[Stored items]
"""
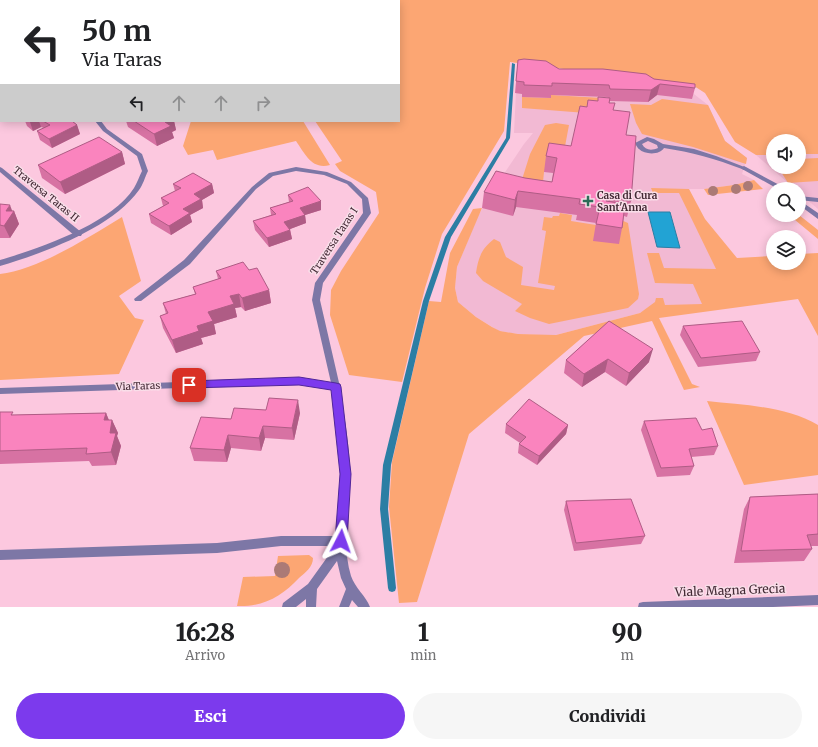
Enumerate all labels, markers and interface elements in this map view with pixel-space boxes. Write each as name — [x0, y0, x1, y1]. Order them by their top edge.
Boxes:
text: 50 m — [82, 13, 151, 49]
icon: left — [16, 16, 68, 68]
text: Via Taras — [82, 48, 162, 71]
icon: left — [126, 92, 148, 114]
icon: ahead — [168, 92, 190, 114]
icon: ahead — [210, 92, 232, 114]
icon: right — [252, 92, 274, 114]
map controls — [766, 134, 806, 270]
button: sound — [766, 134, 806, 174]
street label: Traversa Taras II — [10, 163, 82, 225]
button: search — [766, 182, 806, 222]
place label: Casa di Cura Sant'Anna — [597, 189, 658, 214]
marker: Casa di Cura Sant'Anna — [582, 195, 594, 207]
street label: Traversa Taras I — [307, 205, 361, 277]
button: layers — [766, 230, 806, 270]
pin — [172, 368, 206, 402]
icon: arrive — [178, 374, 200, 396]
street label: Via Taras — [115, 379, 161, 393]
position arrow — [320, 520, 362, 562]
street label: Viale Magna Grecia — [674, 581, 786, 599]
text: 16:28 — [175, 617, 235, 648]
text: 1 — [418, 617, 429, 648]
text: 90 — [612, 617, 643, 648]
text: Arrivo — [185, 647, 225, 664]
text: min — [411, 647, 436, 664]
text: m — [621, 647, 634, 664]
button: Esci — [16, 693, 405, 739]
button: Condividi — [413, 693, 802, 739]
"""
Your objective:
From the first line to the last, write out the data exactly, omitting any pictures.

Task answer:
Enumerate all labels, markers and interface elements in this map view with pixel-space boxes. Write each as name — [x0, y0, x1, y1]. Order them by their top edge.
Boxes:
text: 50 m — [82, 13, 151, 49]
icon: left — [16, 16, 68, 68]
text: Via Taras — [82, 48, 162, 71]
icon: left — [126, 92, 148, 114]
icon: ahead — [168, 92, 190, 114]
icon: ahead — [210, 92, 232, 114]
icon: right — [252, 92, 274, 114]
map controls — [766, 134, 806, 270]
button: sound — [766, 134, 806, 174]
street label: Traversa Taras II — [10, 163, 82, 225]
button: search — [766, 182, 806, 222]
place label: Casa di Cura Sant'Anna — [597, 189, 658, 214]
marker: Casa di Cura Sant'Anna — [582, 195, 594, 207]
street label: Traversa Taras I — [307, 205, 361, 277]
button: layers — [766, 230, 806, 270]
pin — [172, 368, 206, 402]
icon: arrive — [178, 374, 200, 396]
street label: Via Taras — [115, 379, 161, 393]
position arrow — [320, 520, 362, 562]
street label: Viale Magna Grecia — [674, 581, 786, 599]
text: 16:28 — [175, 617, 235, 648]
text: 1 — [418, 617, 429, 648]
text: 90 — [612, 617, 643, 648]
text: Arrivo — [185, 647, 225, 664]
text: min — [411, 647, 436, 664]
text: m — [621, 647, 634, 664]
button: Esci — [16, 693, 405, 739]
button: Condividi — [413, 693, 802, 739]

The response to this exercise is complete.